Eligible professionals and eligible hospitals who seek to qualify for incentive payments under the Medicare and Medicaid EHR Incentive Programs are required by statute to use Certified EHR Technology. Once certified, Complete EHRs and EHR Modules would be able to be used by eligible professionals and eligible hospitals, or be combined, to meet the statutory requirement for Certified EHR Technology.
Posted 03/3/2010
Senate Approves 26-Day Delay in Physician Payment Cuts
The Senate voted late Tuesday, March 2, to stave off Medicare cuts to physicians until the end of March, finally overcoming a one-man blockade by Sen. Jim Bunning (R-Ky.). By a 78-19 vote, the Senate passed the $10 billion bill, which extends a number of programs, including federal programs for unemployment assistance, COBRA assistance, flood insurance, and highway funding. In particular, it offers physicians a temporary reprieve from 21 percent cuts to reimbursement under Medicare. The cuts will now go into effect March 28 unless Congress passes a longer-term fix.
After Congress failed to pass a bill last week to stave off the cuts mandated under the sustainable growth rate (SGR) formula, the reductions technically went into effect on March 1. But the Centers for Medicare & Medicaid Services (CMS) effectively postponed them by instructing contractors to hold claims until March 12, betting on Congressional action to stop the cuts before then.
Posted 03/3/2010
ACCC Submits Comments to CMS about Meaningful Use Criteria of EHR Technology and EHR Incentive Program
On March 2, 2010, the Association of Community Cancer Centers submitted comments to the Centers for Medicare & Medicaid Services (CMS) regarding the interim final rule that specifies the initial set of standards, implementation specifications, and certification criteria for electronic health record (EHR) technology. ACCC voiced a number of concerns. Overall, ACCC believes that there are too many criteria proposed for Stage 1, that some of the proposed criteria are overly demanding, and that the proposed criteria may mean that relatively few eligible professionals and eligible hospitals would benefit from the Health information Technology (HIT) stimulus dollars approved under the American Recovery and Reinvestment Act.

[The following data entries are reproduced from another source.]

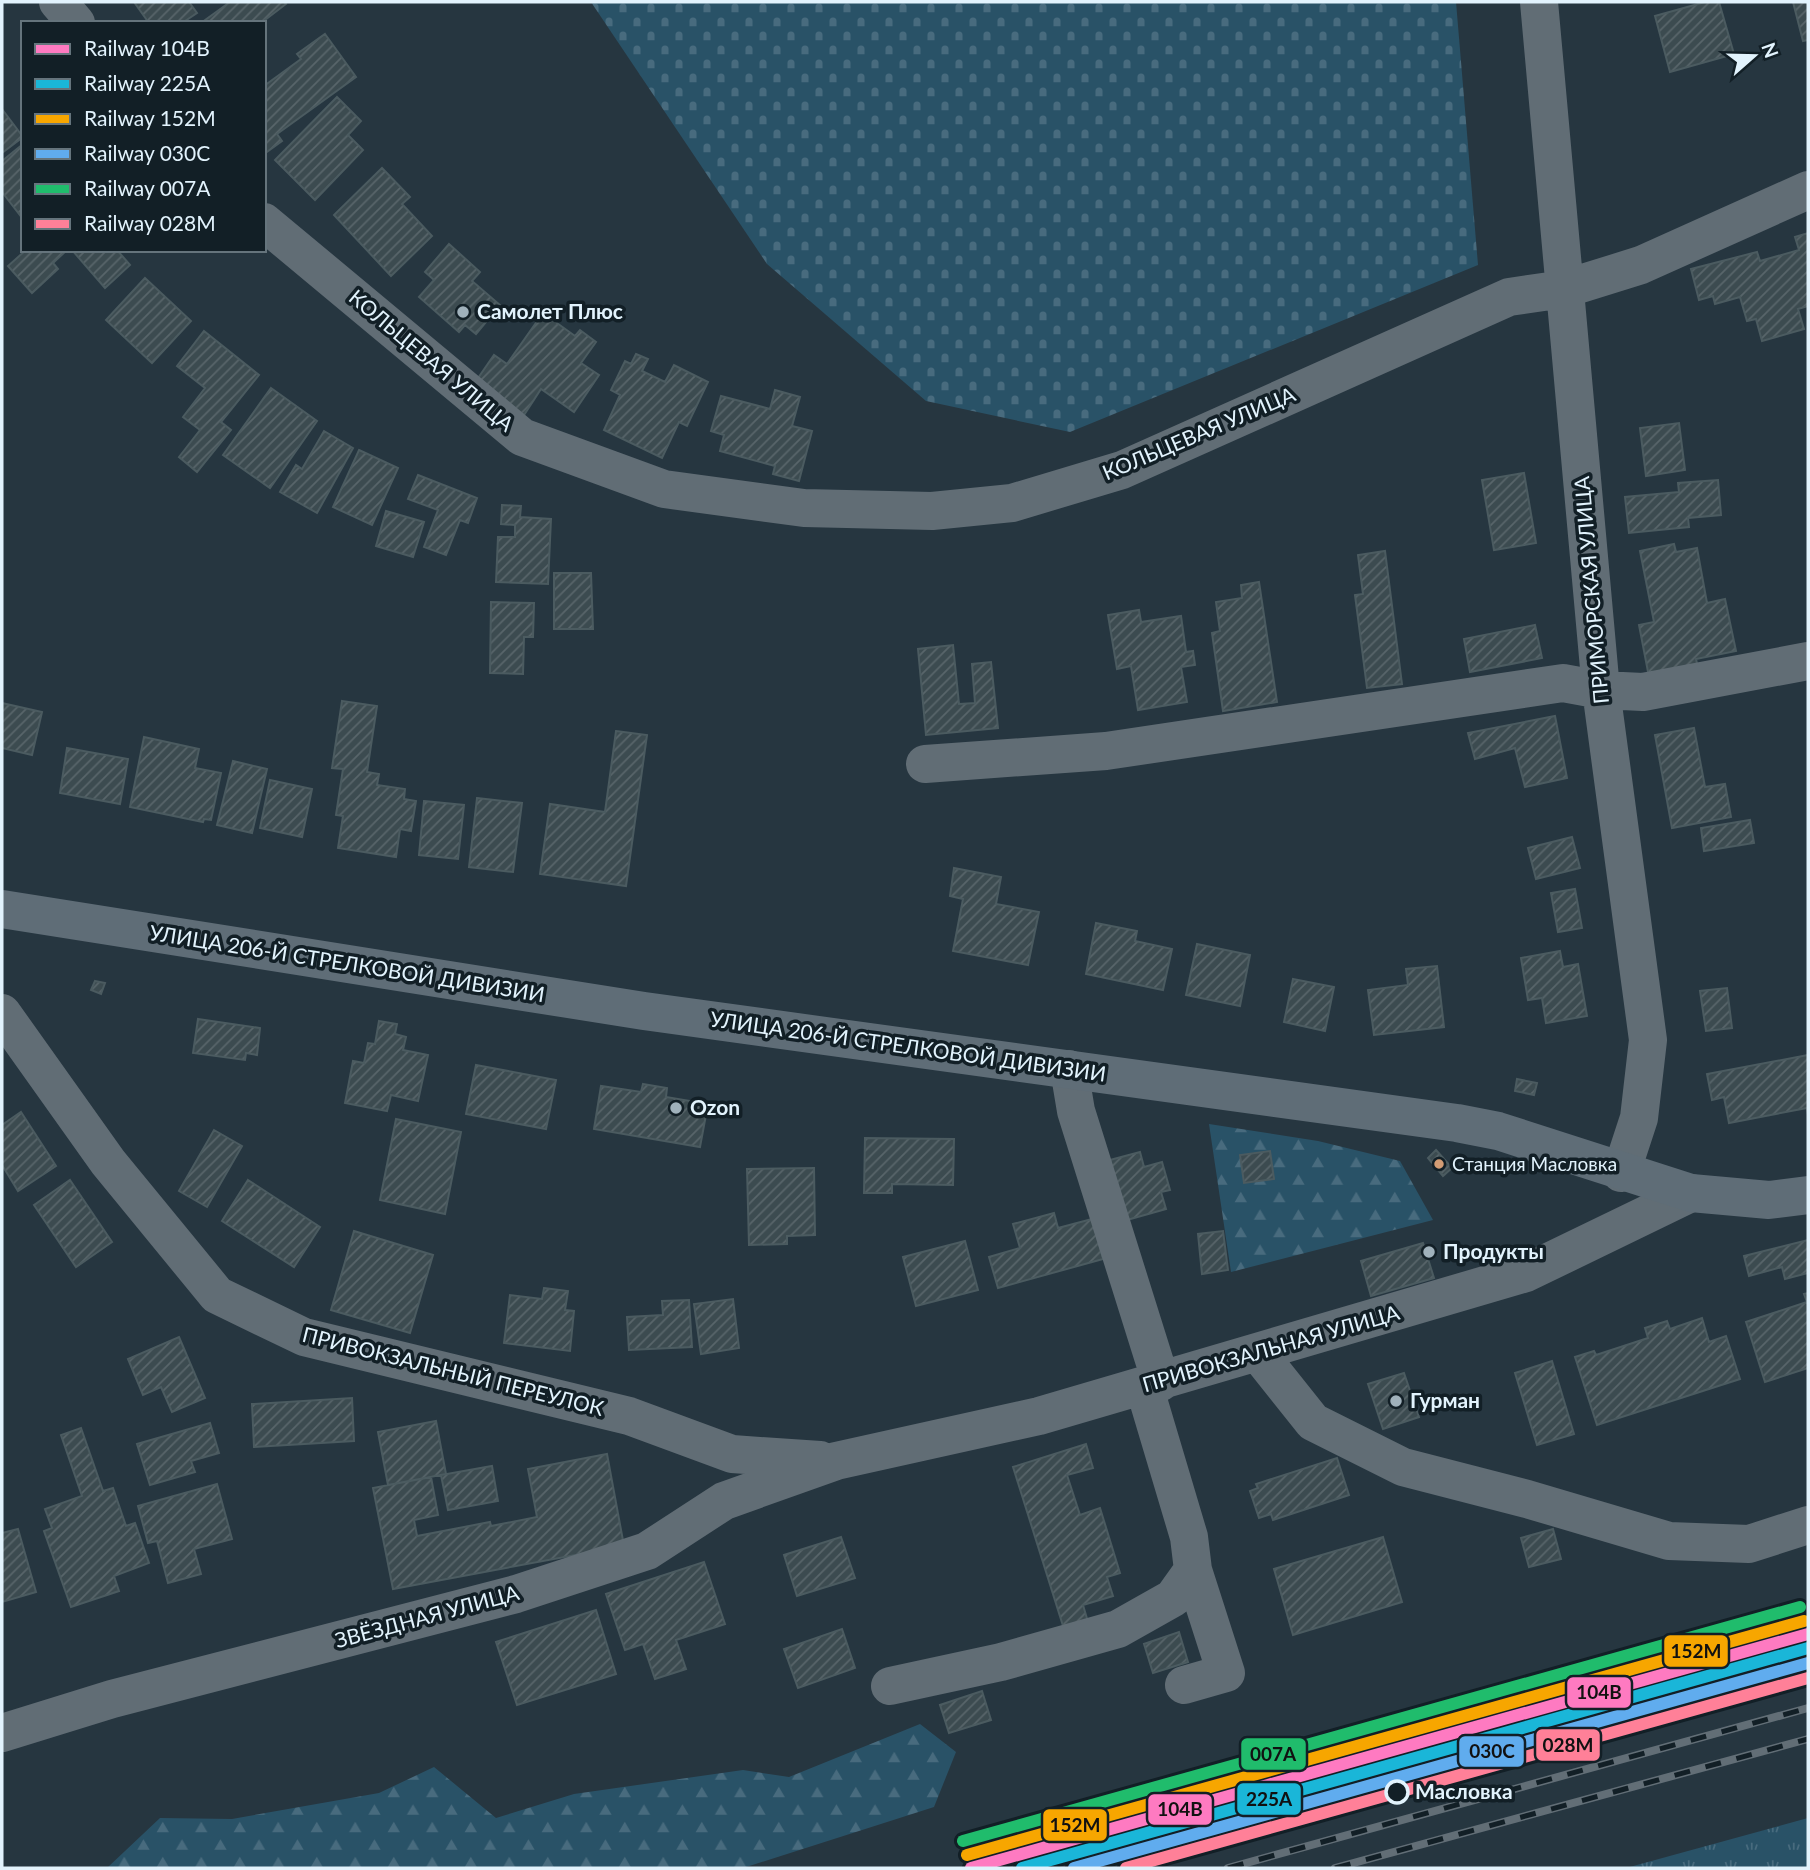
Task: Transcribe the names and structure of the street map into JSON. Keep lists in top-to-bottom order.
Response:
{
  "streets": {
    "main road": ["УЛИЦА 206-Й СТРЕЛКОВОЙ ДИВИЗИИ"],
    "street": [
      "КОЛЬЦЕВАЯ УЛИЦА",
      "ПРИМОРСКАЯ УЛИЦА",
      "ПРИВОКЗАЛЬНАЯ УЛИЦА",
      "ПРИВОКЗАЛЬНЫЙ ПЕРЕУЛОК",
      "ЗВЁЗДНАЯ УЛИЦА"
    ]
  },
  "crossings": [
    ["КОЛЬЦЕВАЯ УЛИЦА", "ПРИМОРСКАЯ УЛИЦА"],
    ["ПРИМОРСКАЯ УЛИЦА", "УЛИЦА 206-Й СТРЕЛКОВОЙ ДИВИЗИИ"],
    ["УЛИЦА 206-Й СТРЕЛКОВОЙ ДИВИЗИИ", "ПРИВОКЗАЛЬНАЯ УЛИЦА"],
    ["ПРИВОКЗАЛЬНАЯ УЛИЦА", "ПРИВОКЗАЛЬНЫЙ ПЕРЕУЛОК"],
    ["ПРИВОКЗАЛЬНАЯ УЛИЦА", "ЗВЁЗДНАЯ УЛИЦА"],
    ["ПРИВОКЗАЛЬНЫЙ ПЕРЕУЛОК", "ЗВЁЗДНАЯ УЛИЦА"]
  ],
  "places": [
    "Самолет Плюс",
    "Ozon",
    "Станция Масловка",
    "Продукты",
    "Гурман",
    "Масловка"
  ],
  "lines": [
    "rail line 007А",
    "rail line 152М",
    "rail line 104В",
    "rail line 225А",
    "rail line 030C",
    "rail line 028М"
  ],
  "legend": [
    "Railway 104В",
    "Railway 225А",
    "Railway 152М",
    "Railway 030C",
    "Railway 007А",
    "Railway 028М"
  ],
  "north": "right"
}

ACCC noted that CMS has estimated that 47 to 79 percent of eligible professionals and an unspecified number of hospitals could face Medicare penalties in 2015 for failing to meet EHR meaningful use criteria. "We find this estimate troubling and we believe it suggests that the meaningful use criteria envisioned by CMS are overly ambitious," ACCC noted in its comments.
ACCC also urged the Office of the National Coordinator (ONC) to pay particular attention to the comments submitted by EHR vendors regarding the initial set of certification criteria. "Both ONC and CMS need to have reasonable expectations with respect to EHR vendor capabilities lest overly ambitious regulatory requirements significantly delay the availability of EHR technology," ACCC noted.
Further detailing its concerns, on March 2, 2010, ACCC also submitted comments to CMS about the Electronic Health Record Incentive Program.
CMS envisions a phased approach to defining meaningful use with three stages, but the proposed rule only addresses meaningful use criteria under Stage 1. CMS plans to propose the Stage 2 criteria by the end of 2011 (that is, in time for the 2013 payment year) and the Stage 3 criteria by the end of 2013 (in time for the 2015 payment year). For Stage 2 meaningful use criteria, CMS announces its intent to build up several functionality measures, including requiring: 1) the electronic transmission of CPOE-entered orders; 2) the incorporation of the full array of diagnostic test data into EHR as structured data, including radiology and nuclear medicine tests (rather than only clinical lab test results); 3) increased exchange of electronic and structured data (rather than unstructured data); and 4) actual electronic submission of data, such as syndromic surveillance data, to public health agencies (rather than only the performance of a capability test).
ACCC believes that the proposed meaningful use criteria for Stage 1 are far too ambitious and urged CMS to re-examine its plans for Stage 2 and Stage 3.